## Your assignment:
Scan the records for "shields". Show the matching lines.

## Source information:
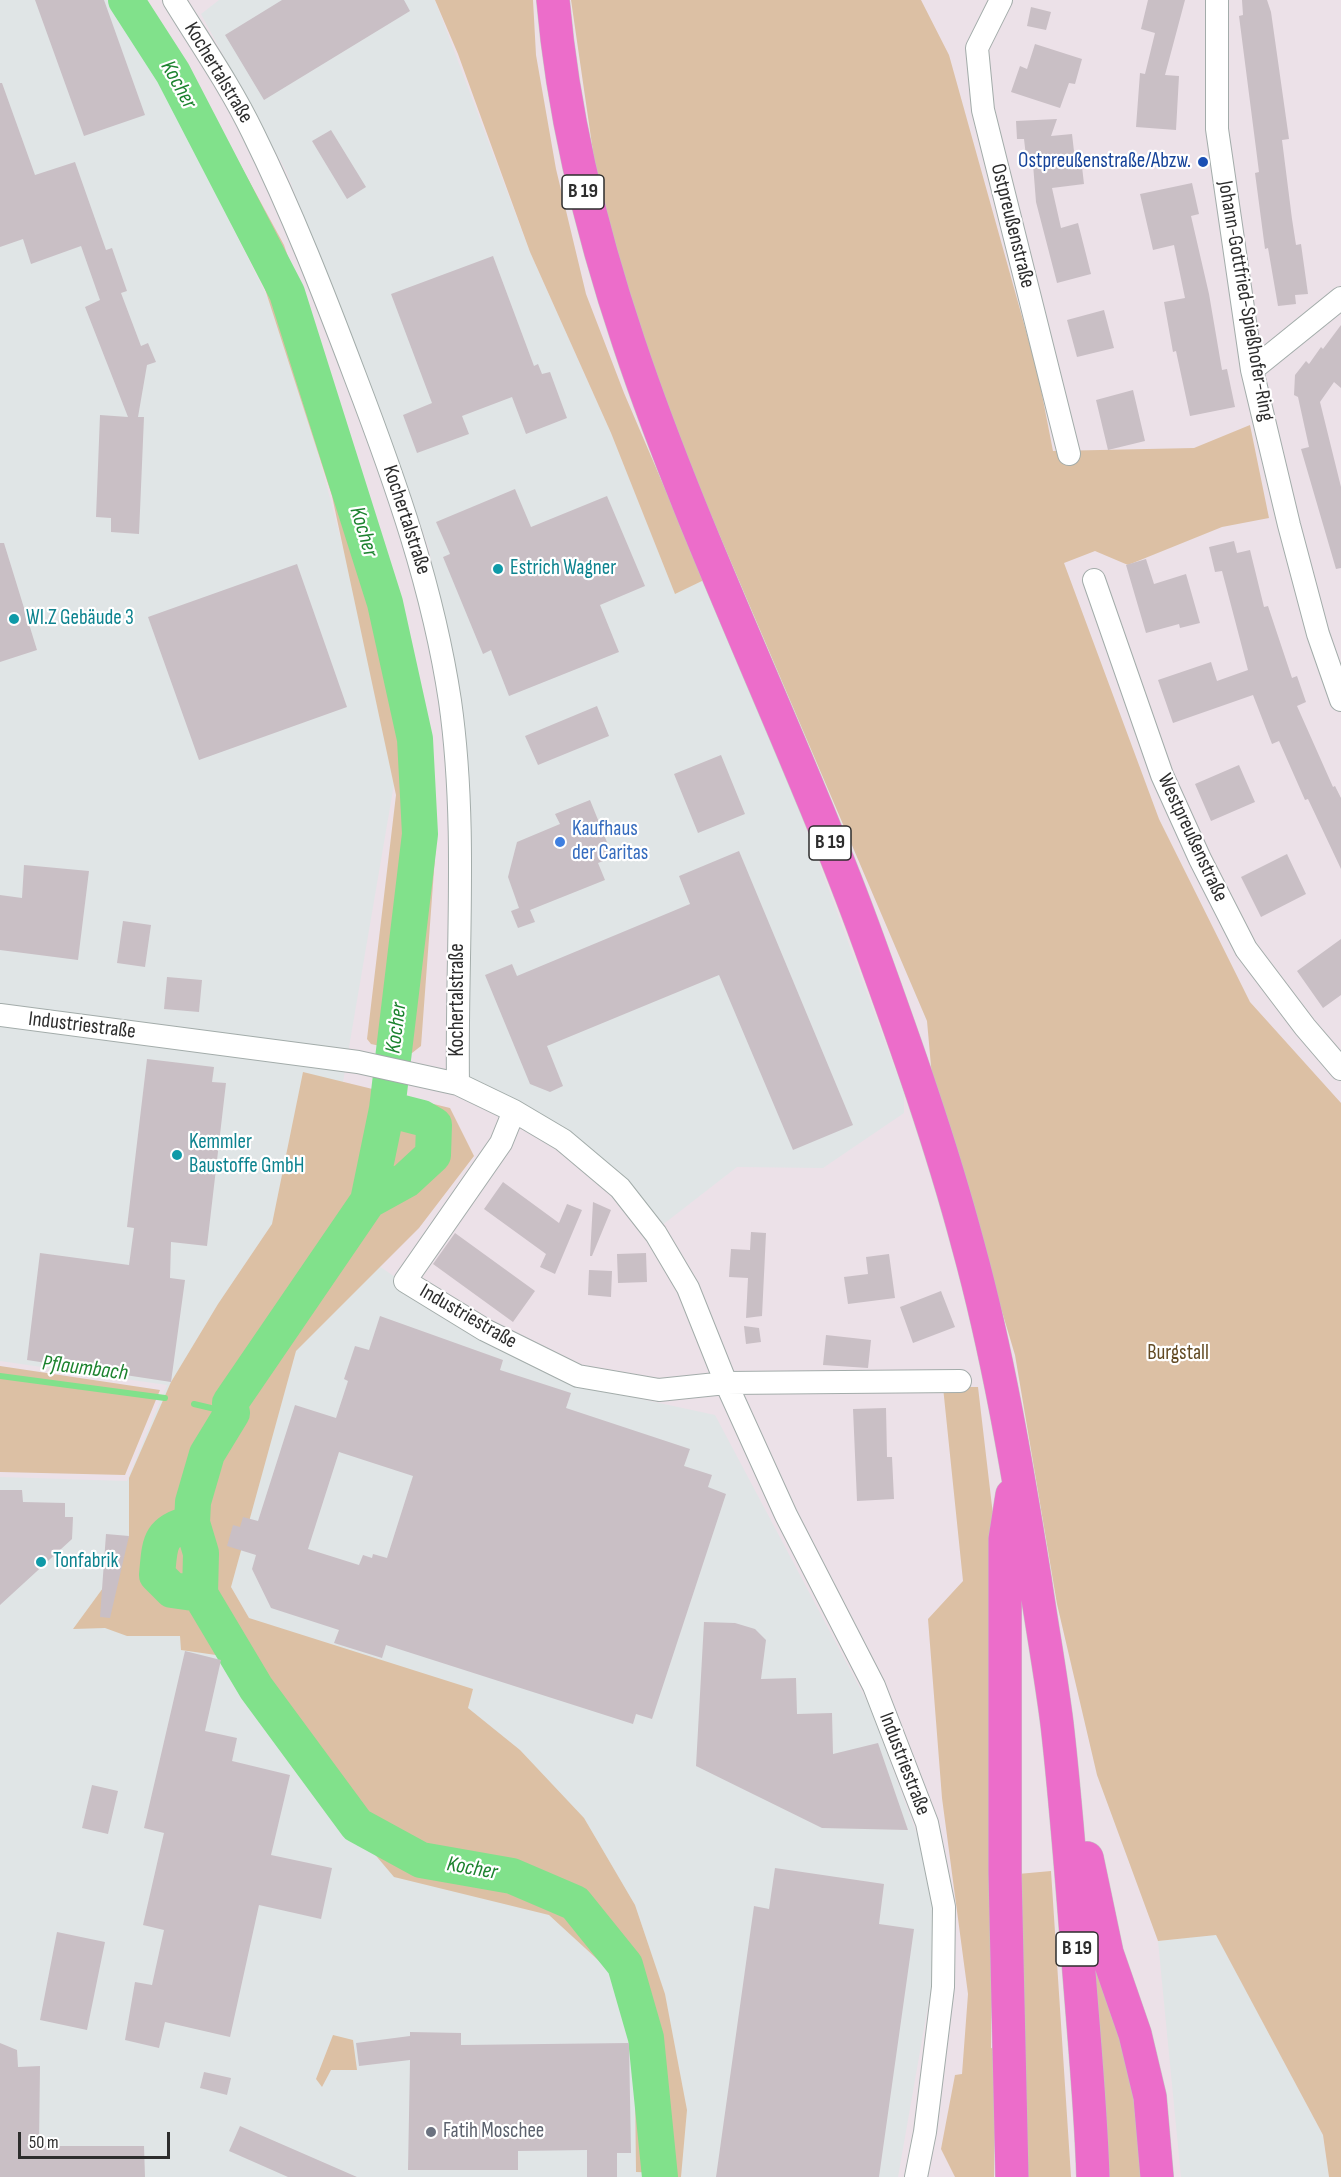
<!DOCTYPE html>
<meta charset="utf-8">
<style>
body{margin:0}
#map{position:relative;width:1341px;height:2177px;overflow:hidden;background:#ece1e8;font-family:"Sofia Sans Condensed",sans-serif}
canvas{display:block}
.scale{position:absolute;left:18px;top:2132px;width:152px;height:27px;box-sizing:border-box;border:3px solid #2d2d2d;border-top:0;padding-left:8px;font-size:18px;line-height:21px;white-space:nowrap;color:#2d2d2d;-webkit-text-stroke:4px #fff;paint-order:stroke}
</style>
<div id="map">
<canvas width="1341" height="2177"></canvas>
<div class="scale">50 m</div>
</div>
<script>
const ctx = document.querySelector('canvas').getContext('2d');
ctx.lineJoin = 'round';
function paint(path, color) { ctx.fillStyle = color; ctx.fill(path, 'evenodd'); }
function trace(path, color, width, dash) { ctx.strokeStyle = color; ctx.lineWidth = width; ctx.lineCap = dash ? 'butt' : 'round'; ctx.setLineDash(dash || []); ctx.stroke(path); }
function drawText(font, color, halo, rows, align = 'center') {
  ctx.font = font + ' "Sofia Sans Condensed",sans-serif'; ctx.lineWidth = 4.5; ctx.setLineDash([]); ctx.textBaseline = 'middle'; ctx.strokeStyle = halo; ctx.fillStyle = color; for (const [text, x, y, turn = 0] of rows) {
    ctx.save(); ctx.translate(x, y); ctx.rotate((+turn || 0) * Math.PI / 180); ctx.textAlign = isNaN(turn) ? turn : align; if (halo) ctx.strokeText(text, 0, 0); ctx.fillText(text, 0, 0); ctx.restore();
  }
}
const industrial = new Path2D(`
 M 0,0 L 114,0 L 165,93 L 287,336 L 349,570 L 394,784 L 322,1205 L 379,1266 L 489,1341 L 576,1385 L 715,1415 L 869,1705 L 918,1837 L 936,1908 L 933,1977 L 898,2177 L 0,2177 L 0,1477 L 127,1481 L 167,1385 L 0,1361 Z
 M 219,0 L 435,0 L 530,252 L 611,433 L 675,593 L 704,580 L 799,809 L 904,1093 L 904,1113 L 823,1168 L 737,1167 L 661,1226 L 467,1078 L 458,704 L 429,549 L 380,411 L 286,171 L 201,14 Z
 M 1216,1934 L 1323,2135 L 1329,2177 L 1181,2177 L 1158,1941 Z`);
const green = new Path2D(`
 M 116,0 L 143,0 L 204,98 L 284,245 L 368,494 L 422,694 L 437,830 L 421,1046 L 412,1053 L 371,1044 L 367,1039 L 396,795 L 332,496 L 253,252 Z
 M 435,0 L 533,0 L 536,55 L 556,169 L 586,294 L 624,393 L 704,580 L 675,594 L 611,433 L 530,252 L 458,54 Z
 M 571,0 L 921,0 L 949,55 L 1038,374 L 1053,451 L 1194,448 L 1250,425 L 1269,518 L 1222,527 L 1128,565 L 1095,551 L 1064,563 L 1159,819 L 1250,1002 L 1341,1103 L 1341,2177 L 1329,2177 L 1323,2135 L 1216,1935 L 1158,1941 L 1097,1775 L 1057,1604 L 1015,1355 L 932,1077 L 927,1021 L 658,391 L 598,186 Z
 M 303,1072 L 450,1108 L 474,1156 L 419,1228 L 296,1351 L 231,1587 L 249,1618 L 473,1689 L 468,1708 L 520,1750 L 584,1818 L 635,1905 L 665,1994 L 687,2110 L 681,2177 L 662,2177 L 664,2173 L 636,2172 L 634,1993 L 549,1915 L 394,1877 L 251,1708 L 223,1656 L 181,1650 L 180,1636 L 127,1636 L 105,1628 L 73,1629 L 103,1588 L 129,1536 L 129,1478 L 171,1382 L 218,1304 L 272,1224 ZM 201,1616 L 227,1617 L 240,1643 L 212,1640 Z
 M 0,1366 L 160,1390 L 125,1475 L 0,1472 Z
 M 943,1387 L 978,1387 L 993,1515 L 991,2048 L 995,2049 L 994,2177 L 955,2177 L 941,2149 L 955,2075 L 962,2074 L 968,1994 L 942,1798 L 928,1619 L 963,1581 Z
 M 1051,1871 L 1071,2177 L 1020,2177 L 1018,1874 Z
 M 1093,1964 C 1129,2027 1136,2106 1141,2177 L 1107,2177 Z
 M 333,2035 L 353,2040 L 357,2070 L 331,2070 L 322,2087 L 316,2079 Z`);
const stream = new Path2D(`
 M 0,1376 L 165,1398
 M 194,1404 L 232,1413`);
const river = new Path2D(`
 M 126,0 L 173,73 L 287,293 L 385,603 L 415,739 L 420,834 L 387,1109 L 368,1201 L 230,1403 L 232,1413 L 207,1454 L 193,1502 L 192,1523 L 201,1553 L 200,1594 L 256,1688 L 357,1825 L 421,1860 L 512,1876 L 575,1903 L 625,1965 L 646,2038 L 660,2177
 M 368,1201 L 406,1180 L 433,1155 L 434,1125 L 422,1118 L 387,1109
 M 192,1523 C 158,1531 160,1544 157,1575 L 172,1590 L 200,1594`);
const building = new Path2D(`
 M 35,0 L 104,0 L 145,115 L 84,136 Z
 M 282,0 L 404,0 L 410,11 L 264,100 L 225,35 Z
 M 1148,0 L 1185,0 L 1165,75 L 1179,76 L 1176,130 L 1136,127 L 1140,73 L 1145,74 L 1155,33 L 1141,29 Z
 M 1242,0 L 1267,0 L 1271,12 L 1289,139 L 1282,140 L 1292,219 L 1296,245 L 1301,244 L 1308,294 L 1295,295 L 1296,304 L 1278,306 L 1268,248 L 1265,249 L 1255,173 L 1259,172 L 1239,16 L 1243,15 Z
 M 1031,7 L 1051,12 L 1046,30 L 1027,26 Z
 M 1035,44 L 1082,59 L 1075,84 L 1069,83 L 1060,108 L 1011,92 L 1020,66 L 1027,69 Z
 M 0,83 L 2,83 L 35,175 L 75,162 L 106,250 L 112,248 L 127,291 L 121,293 L 141,346 L 148,343 L 156,362 L 147,365 L 138,417 L 144,417 L 139,534 L 111,532 L 111,518 L 96,517 L 100,415 L 128,417 L 85,307 L 100,300 L 81,246 L 31,264 L 23,239 L 0,247 Z
 M 1057,119 L 1051,136 L 1072,134 L 1075,160 L 1081,158 L 1084,184 L 1052,188 L 1061,228 L 1078,223 L 1091,274 L 1057,283 L 1036,202 L 1033,164 L 1027,165 L 1024,139 L 1017,139 L 1016,121 Z
 M 331,130 L 366,187 L 347,199 L 312,141 Z
 M 1192,183 L 1199,214 L 1191,216 L 1209,294 L 1222,370 L 1227,369 L 1235,407 L 1190,416 L 1176,351 L 1173,352 L 1164,302 L 1185,298 L 1174,245 L 1153,250 L 1140,194 Z
 M 493,256 L 534,366 L 538,364 L 542,374 L 550,372 L 567,418 L 526,434 L 512,397 L 462,416 L 469,434 L 417,453 L 403,415 L 432,403 L 391,294 Z
 M 1104,310 L 1114,348 L 1077,357 L 1067,320 Z
 M 1341,325 L 1341,388 L 1334,382 L 1320,402 L 1341,487 L 1341,568 L 1336,569 L 1301,449 L 1309,447 L 1298,397 L 1294,395 L 1295,375 L 1306,361 L 1309,364 L 1321,347 L 1323,349 Z
 M 1133,390 L 1145,441 L 1108,450 L 1096,400 Z
 M 515,489 L 531,527 L 607,496 L 645,586 L 600,605 L 619,652 L 509,696 L 491,650 L 483,654 L 443,557 L 450,554 L 436,522 Z
 M 1234,541 L 1237,553 L 1250,550 L 1264,607 L 1268,606 L 1292,678 L 1297,676 L 1306,702 L 1297,706 L 1333,787 L 1335,786 L 1341,798 L 1341,869 L 1308,799 L 1305,800 L 1279,741 L 1272,744 L 1253,695 L 1173,723 L 1158,680 L 1211,662 L 1217,681 L 1248,670 L 1222,571 L 1215,572 L 1209,547 Z
 M 0,543 L 4,543 L 37,650 L 0,662 Z
 M 1146,559 L 1154,584 L 1186,574 L 1200,623 L 1180,628 L 1179,624 L 1146,633 L 1126,565 Z
 M 297,564 L 347,707 L 199,760 L 148,617 Z
 M 597,706 L 609,736 L 538,765 L 525,736 Z
 M 721,755 L 745,814 L 698,833 L 674,774 Z
 M 1239,765 L 1255,802 L 1211,821 L 1195,784 Z
 M 590,800 L 613,857 L 598,863 L 605,880 L 530,910 L 535,922 L 518,928 L 511,911 L 519,908 L 508,877 L 517,842 L 560,824 L 555,814 Z
 M 739,851 L 853,1125 L 793,1150 L 719,975 L 547,1046 L 563,1086 L 550,1092 L 530,1084 L 485,975 L 512,964 L 517,976 L 690,904 L 679,876 Z
 M 1287,854 L 1306,894 L 1261,917 L 1241,877 Z
 M 24,865 L 89,871 L 78,960 L 0,950 L 0,895 L 22,898 Z
 M 123,921 L 151,925 L 145,967 L 117,963 Z
 M 1341,939 L 1341,995 L 1323,1008 L 1297,971 Z
 M 167,977 L 202,980 L 199,1012 L 164,1009 Z
 M 147,1059 L 214,1067 L 212,1082 L 226,1083 L 207,1246 L 171,1242 L 170,1278 L 185,1280 L 171,1382 L 27,1360 L 40,1253 L 129,1265 L 134,1228 L 127,1227 Z
 M 503,1182 L 559,1223 L 567,1204 L 582,1210 L 555,1274 L 540,1267 L 546,1254 L 484,1209 Z
 M 593,1202 L 611,1210 L 592,1256 L 590,1256 Z
 M 751,1232 L 766,1233 L 762,1316 L 746,1318 L 748,1278 L 729,1277 L 731,1249 L 750,1250 Z
 M 455,1233 L 535,1291 L 513,1322 L 433,1264 Z
 M 646,1253 L 647,1282 L 618,1283 L 617,1254 Z
 M 889,1254 L 895,1298 L 848,1304 L 844,1277 L 868,1274 L 866,1257 Z
 M 589,1270 L 612,1271 L 611,1297 L 588,1295 Z
 M 941,1291 L 955,1327 L 913,1343 L 900,1307 Z
 M 380,1316 L 503,1360 L 500,1370 L 571,1393 L 566,1408 L 690,1449 L 684,1466 L 712,1475 L 708,1487 L 726,1494 L 652,1719 L 636,1714 L 633,1724 L 386,1645 L 382,1658 L 334,1643 L 339,1630 L 271,1608 L 252,1569 L 256,1555 L 227,1546 L 233,1525 L 240,1527 L 243,1517 L 258,1521 L 295,1405 L 336,1418 L 348,1381 L 344,1379 L 355,1346 L 369,1350 ZM 339,1452 L 413,1476 L 387,1558 L 373,1554 L 372,1558 L 363,1555 L 359,1565 L 308,1549 Z
 M 744,1326 L 759,1328 L 761,1342 L 746,1344 Z
 M 826,1335 L 871,1340 L 868,1368 L 823,1365 Z
 M 886,1408 L 887,1457 L 892,1457 L 894,1499 L 857,1501 L 853,1409 Z
 M 0,1490 L 22,1490 L 23,1502 L 65,1503 L 65,1517 L 73,1517 L 72,1539 L 0,1605 Z
 M 106,1534 L 129,1536 L 110,1618 L 100,1617 Z
 M 704,1622 L 735,1623 L 755,1629 L 766,1640 L 761,1679 L 796,1678 L 797,1714 L 832,1713 L 833,1754 L 878,1743 L 908,1830 L 822,1828 L 696,1766 Z
 M 185,1651 L 221,1660 L 205,1731 L 237,1738 L 232,1761 L 290,1775 L 271,1855 L 332,1868 L 321,1919 L 259,1905 L 230,2037 L 165,2022 L 159,2048 L 125,2040 L 135,1982 L 152,1985 L 164,1930 L 143,1925 L 164,1833 L 144,1828 Z
 M 92,1785 L 118,1791 L 108,1834 L 82,1828 Z
 M 775,1868 L 884,1884 L 879,1924 L 914,1929 L 879,2177 L 716,2177 L 754,1906 L 769,1909 Z
 M 57,1932 L 105,1942 L 87,2030 L 40,2020 Z
 M 410,2032 L 461,2033 L 461,2045 L 629,2043 L 631,2153 L 617,2153 L 617,2177 L 587,2177 L 587,2150 L 518,2151 L 518,2170 L 408,2170 L 410,2060 L 359,2066 L 356,2043 L 410,2036 Z
 M 0,2043 L 17,2050 L 18,2067 L 40,2066 L 39,2146 L 144,2146 L 145,2177 L 0,2177 Z
 M 204,2072 L 231,2078 L 227,2095 L 200,2088 Z
 M 240,2126 L 357,2177 L 288,2177 L 229,2151 Z`);
const minor = new Path2D(`
 M 174,0 C 201,44 231,87 253,133 C 292,212 324,294 355,376 C 396,483 433,588 450,701 C 468,827 456,957 458,1084
 M 1001,0 L 977,48 L 983,110 L 1069,454
 M 1217,0 L 1217,129 L 1252,370 L 1289,525 L 1318,634 L 1341,700
 M 1252,370 L 1341,298
 M 1094,580 L 1162,775 L 1200,859 L 1246,949 L 1305,1027 L 1341,1069
 M 0,1015 L 358,1062 L 458,1084 L 514,1111 L 563,1140 L 620,1188 L 656,1234 L 688,1288 L 726,1383 L 786,1515 L 874,1686 L 927,1823 L 944,1907 L 943,1987 L 925,2132 L 916,2177
 M 514,1111 L 501,1143 L 405,1281 L 485,1330 L 578,1376 L 659,1390 L 726,1383 L 960,1381`);
const highway = new Path2D(`
 M 553,0 C 582,335 756,632 869,943 C 905,1042 941,1143 968,1245 C 998,1354 1017,1467 1035,1579 C 1042,1627 1051,1676 1057,1724 C 1067,1811 1073,1898 1080,1985 C 1085,2049 1091,2113 1093,2177
 M 1012,1495 L 1005,1539 L 1005,1872 L 1012,2177
 M 1087,1858 L 1107,1953 L 1135,2034 L 1150,2097 L 1157,2177`);
const markers = [
 [1203,162,6,"#1a4fb4"],
 [498,569,6,"#0f9aa8"],
 [14,619,6,"#0f9aa8"],
 [560,842,6,"#3f7fe0"],
 [177,1155,6,"#0f9aa8"],
 [41,1562,6,"#0f9aa8"],
 [431,2132,6,"#6b7280"]
];
const shields = [
 [583,192,42],
 [830,843,42],
 [1077,1949,42]
];
const shieldNames = [
 ["B 19",583,192],
 ["B 19",830,843],
 ["B 19",1077,1949]
];
const streetNames = [
 ["Kochertalstraße",218,73,59],
 ["Ostpreußenstraße",1012,226,76],
 ["Johann-Gottfried-Spießhofer-Ring",1245,301,80],
 ["Kochertalstraße",406,520,72],
 ["Westpreußenstraße",1192,838,65],
 ["Kochertalstraße",458,1000,-90],
 ["Industriestraße",82,1026,7],
 ["Industriestraße",468,1317,30],
 ["Industriestraße",904,1764,69]
];
const transitNames = [
 ["Ostpreußenstraße/Abzw.",1191,162]
];
const cultureNames = [
 ["Estrich Wagner",510,569],
 ["WI.Z Gebäude 3",26,619],
 ["Kemmler",189,1143],
 ["Baustoffe GmbH",189,1167],
 ["Tonfabrik",53,1562]
];
const shopNames = [
 ["Kaufhaus",572,830],
 ["der Caritas",572,854]
];
const parkNames = [
 ["Burgstall",1178,1354]
];
const worshipNames = [
 ["Fatih Moschee",443,2132]
];
const waterNames = [
 ["Kocher",178,85,61],
 ["Kocher",363,532,73],
 ["Kocher",397,1028,-83],
 ["Pflaumbach",85,1369,7],
 ["Kocher",472,1869,10]
];
paint(industrial, '#e0e5e6');
paint(green, '#dcc0a4');
trace(stream, '#81e18b', 6);
trace(river, '#81e18b', 36);
paint(building, '#c9bfc5');
trace(minor, '#a3acaa', 24);
trace(highway, '#c4c4c4', 34);
trace(minor, '#fff', 22);
trace(highway, '#ec6dca', 33);
for (const [x, y, r, color] of markers) { const dot = new Path2D(); dot.arc(x, y, r, 0, 2 * Math.PI); ctx.fillStyle = color; ctx.fill(dot); trace(dot, '#fff', 2); }
for (const [x, y, w] of shields) { const box = new Path2D(); box.roundRect(x - w / 2, y - 17, w, 34, 4.5); ctx.fillStyle = '#fff'; ctx.fill(box); trace(box, '#2d2d2d', 1.5); }
drawText('bold 20px', '#2d2d2d', null, shieldNames);
drawText('21px', '#2d2d2d', '#fff', streetNames);
drawText('21px', '#164399', '#fff', transitNames, 'right');
drawText('21px', '#0d838f', '#fff', cultureNames, 'left');
drawText('21px', '#366cbe', '#fff', shopNames, 'left');
drawText('21px', '#634b24', '#fff', parkNames);
drawText('21px', '#5b616d', '#fff', worshipNames, 'left');
drawText('italic 22px', '#1d832f', '#fff', waterNames);
</script>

## Final answer:
const shields = [
for (const [x, y, w] of shields) { const box = new Path2D(); box.roundRect(x - w / 2, y - 17, w, 34, 4.5); ctx.fillStyle = '#fff'; ctx.fill(box); trace(box, '#2d2d2d', 1.5); }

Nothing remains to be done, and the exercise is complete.